(Records from a collection)

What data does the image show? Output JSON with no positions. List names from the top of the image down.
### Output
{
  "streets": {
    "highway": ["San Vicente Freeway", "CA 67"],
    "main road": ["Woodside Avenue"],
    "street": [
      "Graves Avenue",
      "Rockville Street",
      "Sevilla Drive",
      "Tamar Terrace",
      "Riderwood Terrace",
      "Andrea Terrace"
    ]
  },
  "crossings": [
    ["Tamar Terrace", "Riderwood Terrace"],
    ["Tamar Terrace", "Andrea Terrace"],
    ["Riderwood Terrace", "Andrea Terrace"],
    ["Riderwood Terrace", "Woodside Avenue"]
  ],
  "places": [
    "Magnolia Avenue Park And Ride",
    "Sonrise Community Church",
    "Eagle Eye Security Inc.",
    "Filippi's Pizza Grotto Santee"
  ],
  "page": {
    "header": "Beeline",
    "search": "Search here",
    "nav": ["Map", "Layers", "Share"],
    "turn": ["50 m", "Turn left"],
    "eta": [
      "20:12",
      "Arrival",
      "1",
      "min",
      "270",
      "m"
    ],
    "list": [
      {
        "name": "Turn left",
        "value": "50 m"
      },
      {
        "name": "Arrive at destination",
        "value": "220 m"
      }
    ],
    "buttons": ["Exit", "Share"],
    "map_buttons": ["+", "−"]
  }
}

__What is expected__:
What is needed here is an exact reproduction of all the entries.

__Exercise output__:
What data does the image show? Output JSON with no positions. List names from the top of the image down.
### Output
{
  "streets": {
    "highway": ["San Vicente Freeway", "CA 67"],
    "main road": ["Woodside Avenue"],
    "street": [
      "Graves Avenue",
      "Rockville Street",
      "Sevilla Drive",
      "Tamar Terrace",
      "Riderwood Terrace",
      "Andrea Terrace"
    ]
  },
  "crossings": [
    ["Tamar Terrace", "Riderwood Terrace"],
    ["Tamar Terrace", "Andrea Terrace"],
    ["Riderwood Terrace", "Andrea Terrace"],
    ["Riderwood Terrace", "Woodside Avenue"]
  ],
  "places": [
    "Magnolia Avenue Park And Ride",
    "Sonrise Community Church",
    "Eagle Eye Security Inc.",
    "Filippi's Pizza Grotto Santee"
  ],
  "page": {
    "header": "Beeline",
    "search": "Search here",
    "nav": ["Map", "Layers", "Share"],
    "turn": ["50 m", "Turn left"],
    "eta": [
      "20:12",
      "Arrival",
      "1",
      "min",
      "270",
      "m"
    ],
    "list": [
      {
        "name": "Turn left",
        "value": "50 m"
      },
      {
        "name": "Arrive at destination",
        "value": "220 m"
      }
    ],
    "buttons": ["Exit", "Share"],
    "map_buttons": ["+", "−"]
  }
}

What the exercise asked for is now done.